[MATERIAL TO PROCESS]

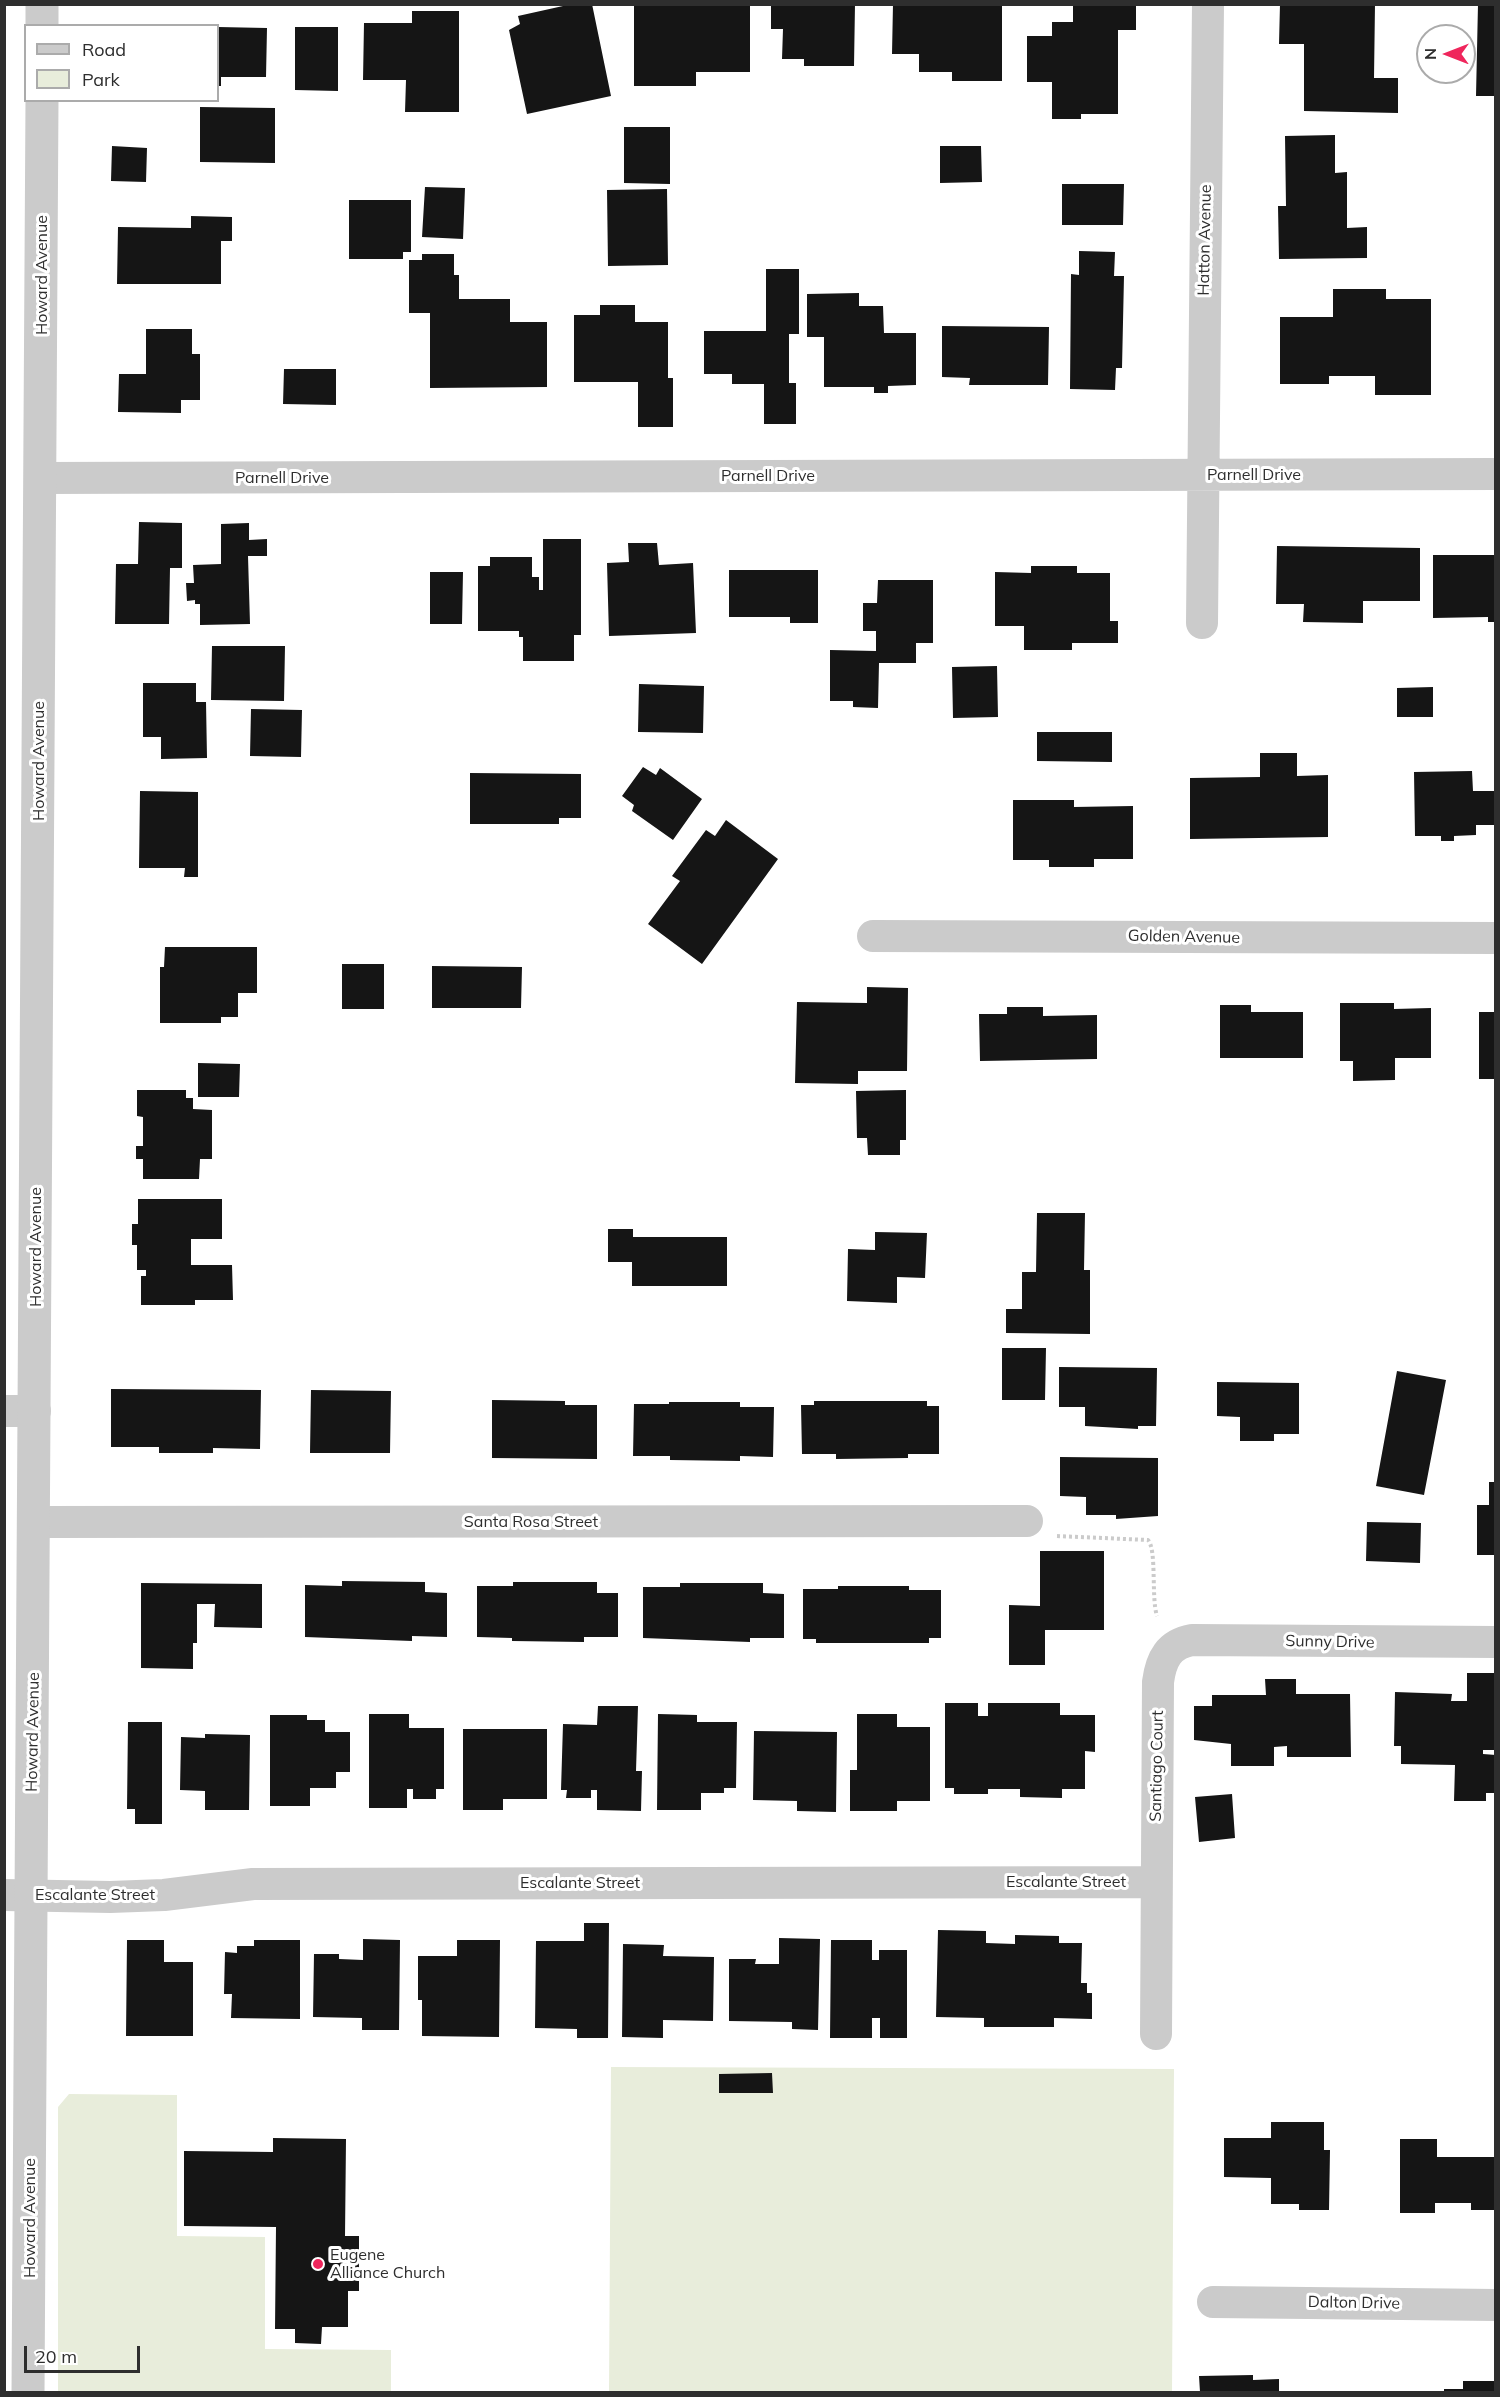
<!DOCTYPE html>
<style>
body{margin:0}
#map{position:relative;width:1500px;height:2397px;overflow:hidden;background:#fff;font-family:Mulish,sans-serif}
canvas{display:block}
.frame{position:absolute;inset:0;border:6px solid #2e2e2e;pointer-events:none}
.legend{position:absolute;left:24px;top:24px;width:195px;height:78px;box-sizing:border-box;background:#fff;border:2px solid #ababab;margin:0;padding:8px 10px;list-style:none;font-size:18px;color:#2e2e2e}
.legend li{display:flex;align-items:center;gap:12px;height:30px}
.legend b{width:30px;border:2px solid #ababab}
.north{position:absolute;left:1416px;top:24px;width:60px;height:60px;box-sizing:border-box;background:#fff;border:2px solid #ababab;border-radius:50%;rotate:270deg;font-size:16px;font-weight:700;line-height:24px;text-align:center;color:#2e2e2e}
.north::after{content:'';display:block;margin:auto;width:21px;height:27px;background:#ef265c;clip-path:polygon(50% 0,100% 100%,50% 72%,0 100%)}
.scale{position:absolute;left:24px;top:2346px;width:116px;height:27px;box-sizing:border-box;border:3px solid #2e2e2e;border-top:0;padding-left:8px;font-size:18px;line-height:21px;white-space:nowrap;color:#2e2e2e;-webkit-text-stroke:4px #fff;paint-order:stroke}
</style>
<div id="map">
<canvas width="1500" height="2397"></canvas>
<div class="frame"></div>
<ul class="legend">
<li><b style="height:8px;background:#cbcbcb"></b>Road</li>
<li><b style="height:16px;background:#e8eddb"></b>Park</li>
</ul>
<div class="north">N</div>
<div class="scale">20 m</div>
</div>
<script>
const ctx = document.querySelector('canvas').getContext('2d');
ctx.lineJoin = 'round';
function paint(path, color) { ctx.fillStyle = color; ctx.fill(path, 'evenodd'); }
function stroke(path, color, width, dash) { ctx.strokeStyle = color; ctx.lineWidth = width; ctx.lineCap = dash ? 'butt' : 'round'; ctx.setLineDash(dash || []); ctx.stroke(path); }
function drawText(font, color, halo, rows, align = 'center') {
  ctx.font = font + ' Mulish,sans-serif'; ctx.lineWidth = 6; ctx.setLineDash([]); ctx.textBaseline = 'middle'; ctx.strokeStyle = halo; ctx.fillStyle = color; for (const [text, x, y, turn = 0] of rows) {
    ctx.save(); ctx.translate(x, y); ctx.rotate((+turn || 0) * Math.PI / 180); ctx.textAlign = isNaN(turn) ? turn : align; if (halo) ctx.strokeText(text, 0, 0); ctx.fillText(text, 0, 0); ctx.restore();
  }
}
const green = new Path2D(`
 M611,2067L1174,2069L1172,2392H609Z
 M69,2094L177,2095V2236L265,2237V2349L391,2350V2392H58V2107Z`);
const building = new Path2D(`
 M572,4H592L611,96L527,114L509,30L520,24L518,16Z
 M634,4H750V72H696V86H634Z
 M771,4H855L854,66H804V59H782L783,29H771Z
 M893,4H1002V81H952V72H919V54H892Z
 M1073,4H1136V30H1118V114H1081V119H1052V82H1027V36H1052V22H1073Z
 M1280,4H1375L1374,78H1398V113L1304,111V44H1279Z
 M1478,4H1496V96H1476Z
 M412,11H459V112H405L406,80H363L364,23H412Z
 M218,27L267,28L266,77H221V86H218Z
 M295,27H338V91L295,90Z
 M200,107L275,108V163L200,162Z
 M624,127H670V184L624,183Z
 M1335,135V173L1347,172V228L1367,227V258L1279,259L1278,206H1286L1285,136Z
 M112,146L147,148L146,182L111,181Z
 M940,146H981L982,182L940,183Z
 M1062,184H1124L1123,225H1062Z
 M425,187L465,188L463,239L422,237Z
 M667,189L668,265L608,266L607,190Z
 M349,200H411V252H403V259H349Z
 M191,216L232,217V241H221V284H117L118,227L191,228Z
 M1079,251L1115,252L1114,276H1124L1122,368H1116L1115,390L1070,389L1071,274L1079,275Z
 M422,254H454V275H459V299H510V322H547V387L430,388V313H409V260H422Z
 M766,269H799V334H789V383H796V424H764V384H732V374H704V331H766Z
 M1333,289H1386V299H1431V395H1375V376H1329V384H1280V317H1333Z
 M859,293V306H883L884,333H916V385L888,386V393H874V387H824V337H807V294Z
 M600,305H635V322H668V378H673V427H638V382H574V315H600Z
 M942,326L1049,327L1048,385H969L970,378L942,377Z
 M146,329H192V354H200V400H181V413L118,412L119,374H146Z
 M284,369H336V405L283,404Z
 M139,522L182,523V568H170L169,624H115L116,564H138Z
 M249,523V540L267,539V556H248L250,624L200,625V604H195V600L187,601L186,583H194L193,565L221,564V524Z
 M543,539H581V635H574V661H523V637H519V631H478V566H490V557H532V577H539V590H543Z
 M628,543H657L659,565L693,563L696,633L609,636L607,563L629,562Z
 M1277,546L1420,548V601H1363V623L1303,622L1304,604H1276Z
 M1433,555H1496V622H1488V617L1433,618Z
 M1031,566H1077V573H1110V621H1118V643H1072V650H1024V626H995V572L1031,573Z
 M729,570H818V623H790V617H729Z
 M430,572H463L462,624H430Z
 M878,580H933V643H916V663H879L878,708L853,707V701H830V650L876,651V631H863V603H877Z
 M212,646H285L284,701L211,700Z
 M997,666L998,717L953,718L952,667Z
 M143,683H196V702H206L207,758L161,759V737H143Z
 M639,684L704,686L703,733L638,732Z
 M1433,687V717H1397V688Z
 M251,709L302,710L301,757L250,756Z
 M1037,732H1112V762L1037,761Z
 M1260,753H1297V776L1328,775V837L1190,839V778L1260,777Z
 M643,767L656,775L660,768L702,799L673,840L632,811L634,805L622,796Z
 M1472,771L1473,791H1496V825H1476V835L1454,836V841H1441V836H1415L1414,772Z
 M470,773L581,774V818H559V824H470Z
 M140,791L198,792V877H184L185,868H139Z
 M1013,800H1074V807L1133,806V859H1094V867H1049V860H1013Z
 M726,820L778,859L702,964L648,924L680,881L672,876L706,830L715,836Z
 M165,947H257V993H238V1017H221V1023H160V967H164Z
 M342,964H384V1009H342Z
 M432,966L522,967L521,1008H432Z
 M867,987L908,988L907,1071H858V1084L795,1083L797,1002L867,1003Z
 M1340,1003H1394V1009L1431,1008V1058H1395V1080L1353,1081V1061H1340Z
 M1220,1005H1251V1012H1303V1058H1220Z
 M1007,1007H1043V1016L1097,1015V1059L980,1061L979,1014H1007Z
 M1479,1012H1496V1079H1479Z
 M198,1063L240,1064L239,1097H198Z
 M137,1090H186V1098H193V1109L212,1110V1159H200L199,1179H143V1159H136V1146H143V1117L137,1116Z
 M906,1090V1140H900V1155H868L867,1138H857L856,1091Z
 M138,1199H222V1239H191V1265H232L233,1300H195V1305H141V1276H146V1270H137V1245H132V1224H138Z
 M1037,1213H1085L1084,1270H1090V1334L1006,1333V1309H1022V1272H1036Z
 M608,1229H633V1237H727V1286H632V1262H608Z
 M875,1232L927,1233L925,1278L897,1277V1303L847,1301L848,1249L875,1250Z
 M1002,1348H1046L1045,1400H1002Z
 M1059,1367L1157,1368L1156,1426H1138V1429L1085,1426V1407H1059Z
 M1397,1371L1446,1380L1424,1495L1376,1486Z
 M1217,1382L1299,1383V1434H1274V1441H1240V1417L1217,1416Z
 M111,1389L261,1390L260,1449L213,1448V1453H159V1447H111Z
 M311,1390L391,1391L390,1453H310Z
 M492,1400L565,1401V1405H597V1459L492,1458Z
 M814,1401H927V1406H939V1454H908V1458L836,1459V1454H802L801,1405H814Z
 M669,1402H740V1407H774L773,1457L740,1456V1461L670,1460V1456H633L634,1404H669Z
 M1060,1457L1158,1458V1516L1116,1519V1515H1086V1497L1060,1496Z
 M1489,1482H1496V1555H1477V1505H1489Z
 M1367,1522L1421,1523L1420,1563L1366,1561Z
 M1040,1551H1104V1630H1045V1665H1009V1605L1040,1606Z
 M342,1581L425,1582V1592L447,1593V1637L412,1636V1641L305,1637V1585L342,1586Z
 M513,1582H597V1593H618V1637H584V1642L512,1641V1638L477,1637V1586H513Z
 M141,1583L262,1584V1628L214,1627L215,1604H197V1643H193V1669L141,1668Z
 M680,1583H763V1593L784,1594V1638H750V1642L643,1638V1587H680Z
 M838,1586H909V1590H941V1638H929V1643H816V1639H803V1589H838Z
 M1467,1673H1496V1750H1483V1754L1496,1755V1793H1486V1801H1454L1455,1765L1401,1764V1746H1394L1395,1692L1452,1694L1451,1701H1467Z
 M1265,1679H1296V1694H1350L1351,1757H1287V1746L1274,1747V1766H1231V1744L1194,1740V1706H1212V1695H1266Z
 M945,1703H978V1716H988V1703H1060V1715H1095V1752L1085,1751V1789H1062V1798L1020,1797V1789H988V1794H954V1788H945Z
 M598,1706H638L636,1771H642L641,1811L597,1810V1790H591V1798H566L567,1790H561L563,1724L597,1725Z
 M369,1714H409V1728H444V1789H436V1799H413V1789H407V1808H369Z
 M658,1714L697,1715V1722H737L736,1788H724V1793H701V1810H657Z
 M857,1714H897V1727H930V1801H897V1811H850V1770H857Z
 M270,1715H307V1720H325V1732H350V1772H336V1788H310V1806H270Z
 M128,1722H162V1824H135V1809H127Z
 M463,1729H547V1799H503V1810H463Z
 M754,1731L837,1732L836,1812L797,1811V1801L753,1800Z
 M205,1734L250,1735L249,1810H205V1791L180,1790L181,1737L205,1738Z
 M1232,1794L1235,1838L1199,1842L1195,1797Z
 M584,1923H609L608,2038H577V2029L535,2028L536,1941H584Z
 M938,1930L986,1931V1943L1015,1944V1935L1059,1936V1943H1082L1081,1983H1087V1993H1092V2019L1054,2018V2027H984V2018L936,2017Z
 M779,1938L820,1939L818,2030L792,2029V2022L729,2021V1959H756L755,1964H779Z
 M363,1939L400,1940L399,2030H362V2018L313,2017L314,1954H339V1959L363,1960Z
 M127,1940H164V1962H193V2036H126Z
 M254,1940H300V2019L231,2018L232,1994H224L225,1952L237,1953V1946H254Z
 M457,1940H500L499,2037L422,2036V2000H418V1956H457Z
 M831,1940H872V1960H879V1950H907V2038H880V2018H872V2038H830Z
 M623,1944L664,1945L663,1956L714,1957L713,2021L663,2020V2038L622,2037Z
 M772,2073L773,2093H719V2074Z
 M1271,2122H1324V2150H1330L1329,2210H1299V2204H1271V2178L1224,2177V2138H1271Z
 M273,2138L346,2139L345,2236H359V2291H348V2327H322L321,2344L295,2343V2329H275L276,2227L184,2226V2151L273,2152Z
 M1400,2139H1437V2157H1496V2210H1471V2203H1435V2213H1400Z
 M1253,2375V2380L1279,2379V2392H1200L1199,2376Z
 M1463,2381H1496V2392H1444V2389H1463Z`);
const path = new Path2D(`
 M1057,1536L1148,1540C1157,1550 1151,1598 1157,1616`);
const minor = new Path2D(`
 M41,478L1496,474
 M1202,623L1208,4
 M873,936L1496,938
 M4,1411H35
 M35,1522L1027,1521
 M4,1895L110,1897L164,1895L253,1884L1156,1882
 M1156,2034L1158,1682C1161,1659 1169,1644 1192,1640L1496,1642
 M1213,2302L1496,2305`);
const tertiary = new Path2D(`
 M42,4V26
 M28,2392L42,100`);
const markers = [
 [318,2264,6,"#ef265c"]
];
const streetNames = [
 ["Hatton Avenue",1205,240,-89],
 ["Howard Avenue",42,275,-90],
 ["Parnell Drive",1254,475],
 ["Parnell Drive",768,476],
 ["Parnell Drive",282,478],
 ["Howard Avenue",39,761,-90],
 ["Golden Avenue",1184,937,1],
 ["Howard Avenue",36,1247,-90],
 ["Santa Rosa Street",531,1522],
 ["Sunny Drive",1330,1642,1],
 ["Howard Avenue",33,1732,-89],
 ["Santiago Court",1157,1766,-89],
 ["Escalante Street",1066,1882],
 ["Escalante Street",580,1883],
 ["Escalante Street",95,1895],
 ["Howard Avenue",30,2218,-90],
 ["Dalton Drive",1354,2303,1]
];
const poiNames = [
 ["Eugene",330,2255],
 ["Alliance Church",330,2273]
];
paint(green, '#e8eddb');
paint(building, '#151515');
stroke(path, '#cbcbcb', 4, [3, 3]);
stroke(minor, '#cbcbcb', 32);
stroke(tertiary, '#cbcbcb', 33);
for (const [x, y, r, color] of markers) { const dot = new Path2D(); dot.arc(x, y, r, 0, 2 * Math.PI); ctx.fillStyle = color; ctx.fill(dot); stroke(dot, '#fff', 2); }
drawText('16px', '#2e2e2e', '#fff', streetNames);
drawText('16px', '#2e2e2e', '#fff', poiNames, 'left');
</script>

[/MATERIAL TO PROCESS]

▸ INSTRUCTIONS TO FOLLOW: Nothing but the lines from the first line of the records above to the line with "function paint(path, color)", inclusive, should be transcribed exactly, and the pictures must be left out.

▸ THE ANSWER:
<!DOCTYPE html>
<style>
body{margin:0}
#map{position:relative;width:1500px;height:2397px;overflow:hidden;background:#fff;font-family:Mulish,sans-serif}
canvas{display:block}
.frame{position:absolute;inset:0;border:6px solid #2e2e2e;pointer-events:none}
.legend{position:absolute;left:24px;top:24px;width:195px;height:78px;box-sizing:border-box;background:#fff;border:2px solid #ababab;margin:0;padding:8px 10px;list-style:none;font-size:18px;color:#2e2e2e}
.legend li{display:flex;align-items:center;gap:12px;height:30px}
.legend b{width:30px;border:2px solid #ababab}
.north{position:absolute;left:1416px;top:24px;width:60px;height:60px;box-sizing:border-box;background:#fff;border:2px solid #ababab;border-radius:50%;rotate:270deg;font-size:16px;font-weight:700;line-height:24px;text-align:center;color:#2e2e2e}
.north::after{content:'';display:block;margin:auto;width:21px;height:27px;background:#ef265c;clip-path:polygon(50% 0,100% 100%,50% 72%,0 100%)}
.scale{position:absolute;left:24px;top:2346px;width:116px;height:27px;box-sizing:border-box;border:3px solid #2e2e2e;border-top:0;padding-left:8px;font-size:18px;line-height:21px;white-space:nowrap;color:#2e2e2e;-webkit-text-stroke:4px #fff;paint-order:stroke}
</style>
<div id="map">
<canvas width="1500" height="2397"></canvas>
<div class="frame"></div>
<ul class="legend">
<li><b style="height:8px;background:#cbcbcb"></b>Road</li>
<li><b style="height:16px;background:#e8eddb"></b>Park</li>
</ul>
<div class="north">N</div>
<div class="scale">20 m</div>
</div>
<script>
const ctx = document.querySelector('canvas').getContext('2d');
ctx.lineJoin = 'round';
function paint(path, color) { ctx.fillStyle = color; ctx.fill(path, 'evenodd'); }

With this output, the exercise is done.